Material for this exercise START

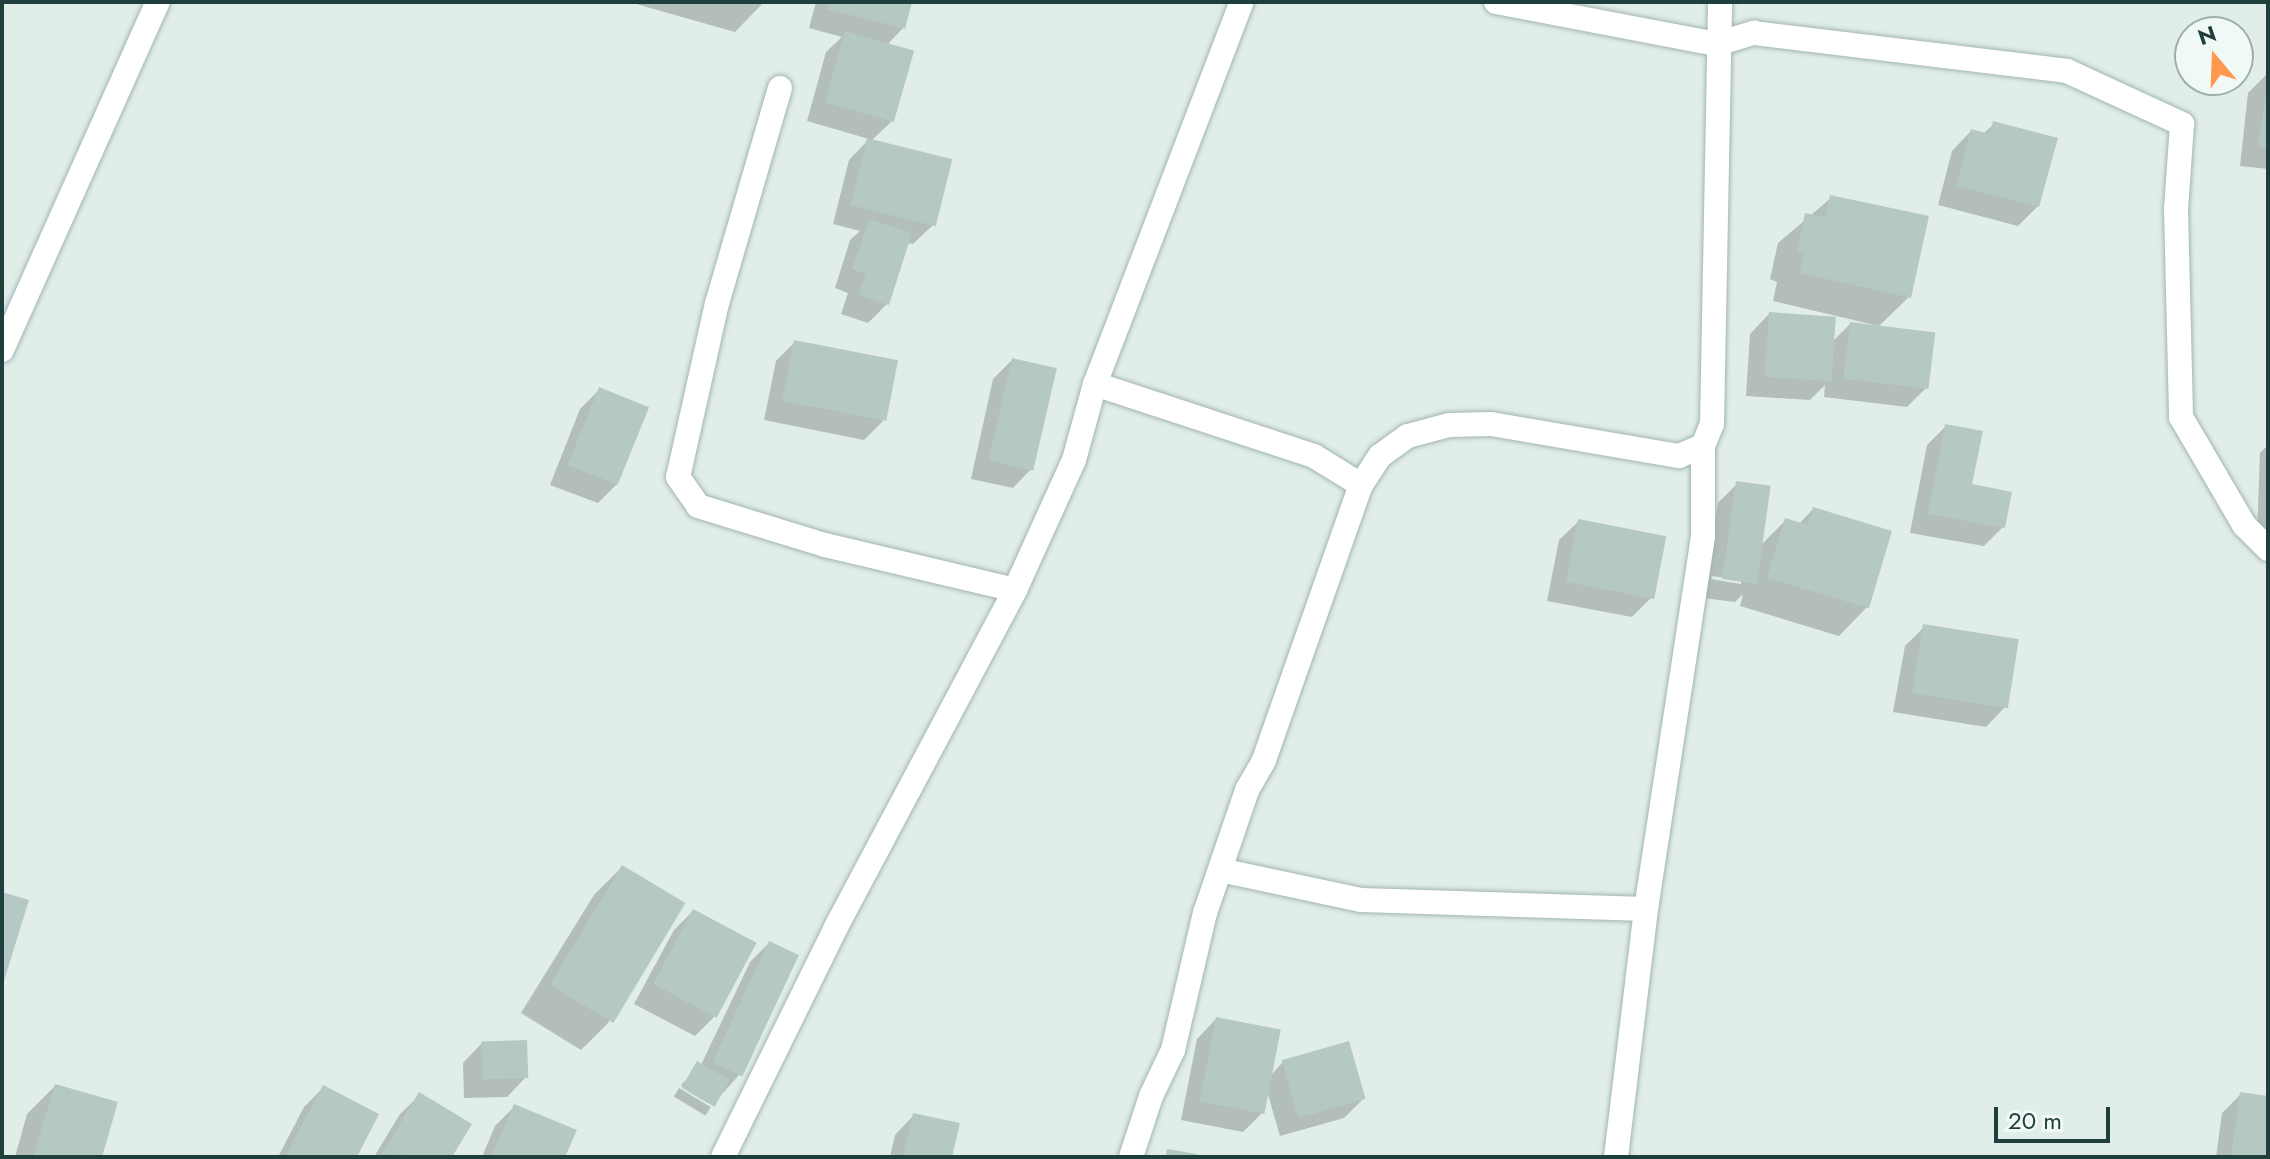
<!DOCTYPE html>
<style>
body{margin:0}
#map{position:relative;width:2270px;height:1159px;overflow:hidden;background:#e0ede9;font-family:Jost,sans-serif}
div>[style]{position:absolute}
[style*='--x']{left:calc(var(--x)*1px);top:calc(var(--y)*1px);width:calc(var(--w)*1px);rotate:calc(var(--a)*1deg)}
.shadow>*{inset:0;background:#0003;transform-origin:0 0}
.building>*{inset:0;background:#b6c8c3;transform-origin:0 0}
.roads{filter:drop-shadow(0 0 2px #a2b5b2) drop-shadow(0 0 2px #a2b5b2)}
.street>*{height:24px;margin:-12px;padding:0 12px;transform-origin:12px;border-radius:12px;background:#fff}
span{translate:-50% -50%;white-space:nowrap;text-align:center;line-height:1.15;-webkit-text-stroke:8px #f1f9f6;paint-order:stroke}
.frame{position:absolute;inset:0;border:4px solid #1f3f3c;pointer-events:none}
.north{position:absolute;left:2174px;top:16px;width:80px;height:80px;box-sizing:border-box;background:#f1f9f6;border:2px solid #9dafac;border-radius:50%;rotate:341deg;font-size:22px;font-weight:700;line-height:32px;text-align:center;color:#1f3f3c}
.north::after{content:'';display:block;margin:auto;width:28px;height:36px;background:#fd984e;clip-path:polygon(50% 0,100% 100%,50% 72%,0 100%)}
.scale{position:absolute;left:1994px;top:1107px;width:116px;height:36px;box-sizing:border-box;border:4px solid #1f3f3c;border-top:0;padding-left:10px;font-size:24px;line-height:28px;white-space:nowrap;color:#1f3f3c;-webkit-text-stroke:6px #f1f9f6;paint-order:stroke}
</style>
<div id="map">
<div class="shadow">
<div style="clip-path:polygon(629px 2px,764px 2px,735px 32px)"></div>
<div style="clip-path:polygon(816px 2px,910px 2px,903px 28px,887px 45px,892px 121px,871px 141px,933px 225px,913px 244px,907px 243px,887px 304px,868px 323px,841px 314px,848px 293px,835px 288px,850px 240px,860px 231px,833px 224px,849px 160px,869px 139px,807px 121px,826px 52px,842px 37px,809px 28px)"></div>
<div style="clip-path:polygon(2267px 74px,2268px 169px,2240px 166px,2248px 93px)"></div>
<div style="clip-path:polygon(1994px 124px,2038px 206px,2018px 226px,1938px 205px,1952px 151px,1971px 131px,1983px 134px)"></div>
<div style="clip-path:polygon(1831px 198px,1909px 297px,1879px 326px,1773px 301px,1777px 282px,1770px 279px,1778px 243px)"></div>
<div style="clip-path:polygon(1769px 314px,1832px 342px,1850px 324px,1926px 388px,1907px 407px,1824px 397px,1825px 385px,1810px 400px,1746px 396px,1750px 334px)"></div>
<div style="clip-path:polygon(795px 342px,883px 421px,864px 440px,764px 420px,776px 361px)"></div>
<div style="clip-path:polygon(1012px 360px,1032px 468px,1013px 488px,971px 479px,993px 379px)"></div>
<div style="clip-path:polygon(599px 390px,617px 484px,598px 503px,550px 485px,580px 409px)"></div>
<div style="clip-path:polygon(1946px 426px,1970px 486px,2003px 527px,1984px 546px,1910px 533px,1927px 445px)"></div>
<div style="clip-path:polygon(2268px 445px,2268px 534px,2257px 534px,2260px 453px)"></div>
<div style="clip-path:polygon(evenodd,1737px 484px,1760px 546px,1786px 520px,1799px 524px,1813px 509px,1867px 607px,1839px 636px,1740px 606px,1743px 594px,1735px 602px,1703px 598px,1718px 503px,1737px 484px,1712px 576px,1741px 580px,1741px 584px,1711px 579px,1712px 576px)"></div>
<div style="clip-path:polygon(1579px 521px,1651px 598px,1632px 617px,1547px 601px,1559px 540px)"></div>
<div style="clip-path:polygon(1924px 627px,2005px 707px,1986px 727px,1893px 712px,1905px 646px)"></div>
<div style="clip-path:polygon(622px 867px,609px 1022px,581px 1050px,521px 1013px,594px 895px)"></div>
<div style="clip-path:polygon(693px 911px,714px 1017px,695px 1036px,634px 1004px,674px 930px)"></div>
<div style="clip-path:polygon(769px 943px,739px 1075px,713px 1104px,681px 1085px,701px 1065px,750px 962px)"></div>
<div style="clip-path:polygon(1216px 1019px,1270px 1076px,1283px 1062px,1364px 1098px,1344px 1118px,1280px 1136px,1267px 1091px,1263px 1112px,1243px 1132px,1181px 1120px,1197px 1039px)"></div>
<div style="clip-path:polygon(482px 1043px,526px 1077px,507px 1097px,464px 1098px,463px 1063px)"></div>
<div style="clip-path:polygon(55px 1086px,100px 1157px,15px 1157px,27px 1114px)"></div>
<div style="clip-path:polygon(323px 1088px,355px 1157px,278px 1157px,304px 1107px)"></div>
<div style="left:679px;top:1088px;width:37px;height:10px;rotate:31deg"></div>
<div style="clip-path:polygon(2241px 1094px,2268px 1098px,2268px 1157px,2216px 1157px,2222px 1113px)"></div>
<div style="clip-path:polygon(420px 1095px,469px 1125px,450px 1157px,374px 1157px,400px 1114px)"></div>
<div style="clip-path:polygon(514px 1107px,563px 1157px,482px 1157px,495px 1126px)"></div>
<div style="clip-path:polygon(914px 1115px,950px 1157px,890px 1157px,895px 1135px)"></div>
</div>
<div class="building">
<div style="clip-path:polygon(829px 2px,912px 2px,905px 29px,827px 9px)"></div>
<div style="left:845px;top:31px;width:72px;height:74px;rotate:16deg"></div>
<div style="clip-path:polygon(2268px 78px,2268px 148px,2258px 147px)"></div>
<div style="clip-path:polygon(1993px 121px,2058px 138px,2039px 207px,1956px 186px,1971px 129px,1990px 134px)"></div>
<div style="left:867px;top:138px;width:88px;height:69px;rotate:14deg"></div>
<div style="clip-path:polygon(1830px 195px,1929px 216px,1911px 298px,1800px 273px,1804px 253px,1797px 251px,1805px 213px,1825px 217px)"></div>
<div style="clip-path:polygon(869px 219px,912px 233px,889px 305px,858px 295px,866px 274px,852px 269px)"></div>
<div style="left:1769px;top:312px;width:67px;height:65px;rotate:4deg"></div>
<div style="left:1850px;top:322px;width:86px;height:57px;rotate:7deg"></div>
<div style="left:794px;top:340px;width:106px;height:62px;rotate:11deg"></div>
<div style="left:1012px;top:358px;width:46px;height:105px;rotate:13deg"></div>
<div style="left:599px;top:387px;width:54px;height:84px;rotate:22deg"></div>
<div style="clip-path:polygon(1945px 424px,1983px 431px,1972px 484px,2012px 492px,2005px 528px,1928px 514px)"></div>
<div style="left:1736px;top:481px;width:35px;height:99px;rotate:8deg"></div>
<div style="clip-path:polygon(1813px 507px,1892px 531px,1869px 608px,1767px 578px,1785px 518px,1808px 525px)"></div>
<div style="left:1578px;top:519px;width:90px;height:64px;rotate:11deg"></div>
<div style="left:1923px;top:624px;width:97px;height:70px;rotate:9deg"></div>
<div style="left:622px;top:865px;width:74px;height:140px;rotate:31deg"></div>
<div style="clip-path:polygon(2px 892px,29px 900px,3px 984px,2px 984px)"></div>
<div style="left:693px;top:909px;width:72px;height:85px;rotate:28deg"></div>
<div style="left:769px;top:941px;width:33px;height:134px;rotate:25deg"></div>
<div style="left:1216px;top:1017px;width:66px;height:86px;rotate:11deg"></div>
<div style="left:527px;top:1040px;width:38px;height:46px;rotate:88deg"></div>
<div style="left:1349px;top:1041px;width:60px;height:70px;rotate:74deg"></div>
<div style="left:697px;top:1061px;width:38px;height:31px;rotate:30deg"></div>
<div style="clip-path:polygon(55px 1084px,118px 1102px,102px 1157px,33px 1157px)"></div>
<div style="clip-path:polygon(323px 1085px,379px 1114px,357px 1157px,285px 1157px)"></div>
<div style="clip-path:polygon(419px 1092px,472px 1124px,452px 1157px,382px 1154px)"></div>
<div style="clip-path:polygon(2240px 1092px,2268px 1096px,2268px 1157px,2231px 1157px)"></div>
<div style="clip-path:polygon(514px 1104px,577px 1130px,565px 1157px,491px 1157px)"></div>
<div style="clip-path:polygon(913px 1113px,960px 1123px,952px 1157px,903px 1157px)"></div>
<div style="clip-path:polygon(1167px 1149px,1197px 1154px,1197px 1157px,1166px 1157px)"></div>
</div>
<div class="roads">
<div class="street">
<div style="--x:1496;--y:2;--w:225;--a:10.8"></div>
<div style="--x:1717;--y:44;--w:39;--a:-17"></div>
<div style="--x:1754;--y:33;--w:315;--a:6.9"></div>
<div style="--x:2067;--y:71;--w:127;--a:24.7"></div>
<div style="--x:2182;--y:124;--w:85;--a:94"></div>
<div style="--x:2176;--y:209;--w:208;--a:88.6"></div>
<div style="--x:2181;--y:417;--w:125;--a:59.7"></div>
<div style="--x:2244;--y:525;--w:34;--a:45"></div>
<div style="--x:780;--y:88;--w:224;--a:106.3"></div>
<div style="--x:717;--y:303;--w:178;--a:102.6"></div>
<div style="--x:678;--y:477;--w:35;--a:55"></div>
<div style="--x:698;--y:506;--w:133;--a:17.1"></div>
<div style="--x:825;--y:545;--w:195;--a:13.3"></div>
<div style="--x:2;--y:350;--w:381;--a:-65.9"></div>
<div style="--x:1095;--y:384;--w:231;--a:18.2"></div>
<div style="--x:1314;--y:456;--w:55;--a:31.7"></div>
<div style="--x:1220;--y:870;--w:144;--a:12"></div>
<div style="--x:1361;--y:900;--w:285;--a:1.8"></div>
<div style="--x:723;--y:1157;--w:256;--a:-63.8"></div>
<div style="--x:836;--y:927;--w:382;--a:-62"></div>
<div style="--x:1015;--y:590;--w:143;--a:-65.6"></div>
<div style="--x:1074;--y:460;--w:79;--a:-74.6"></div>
<div style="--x:1095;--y:384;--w:409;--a:-69"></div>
<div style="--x:1131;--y:1157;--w:64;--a:-71.8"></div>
<div style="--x:1151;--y:1096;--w:51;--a:-64.4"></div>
<div style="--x:1173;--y:1050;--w:141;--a:-76.9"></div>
<div style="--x:1205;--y:913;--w:130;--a:-71.1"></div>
<div style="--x:1247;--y:790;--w:34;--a:-60"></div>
<div style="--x:1264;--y:760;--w:292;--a:-70.6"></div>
<div style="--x:1361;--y:485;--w:35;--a:-57"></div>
<div style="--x:1380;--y:456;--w:34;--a:-36"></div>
<div style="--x:1408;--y:436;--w:42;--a:-15"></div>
<div style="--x:1449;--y:425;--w:42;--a:-1.4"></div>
<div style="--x:1491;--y:424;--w:191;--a:9.7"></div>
<div style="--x:1679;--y:456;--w:26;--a:-23"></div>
<div style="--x:1703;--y:446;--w:24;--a:-68"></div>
<div style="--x:1712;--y:424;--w:422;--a:-88.9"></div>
<div style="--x:1616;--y:1157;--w:250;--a:-83.1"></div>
<div style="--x:1646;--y:909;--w:377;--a:-81.3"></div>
<div style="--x:1703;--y:536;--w:90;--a:-90"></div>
</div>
</div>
<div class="frame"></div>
<div class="north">N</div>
<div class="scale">20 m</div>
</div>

Material for this exercise END

__Task item__
Only the lines from the first line of the data above through the line with "2px #a2b5b2) drop-shadow(0" should appear in the answer, retyped exactly, with every picture left out.

__Exercise answer__
<!DOCTYPE html>
<style>
body{margin:0}
#map{position:relative;width:2270px;height:1159px;overflow:hidden;background:#e0ede9;font-family:Jost,sans-serif}
div>[style]{position:absolute}
[style*='--x']{left:calc(var(--x)*1px);top:calc(var(--y)*1px);width:calc(var(--w)*1px);rotate:calc(var(--a)*1deg)}
.shadow>*{inset:0;background:#0003;transform-origin:0 0}
.building>*{inset:0;background:#b6c8c3;transform-origin:0 0}
.roads{filter:drop-shadow(0 0 2px #a2b5b2) drop-shadow(0 0 2px #a2b5b2)}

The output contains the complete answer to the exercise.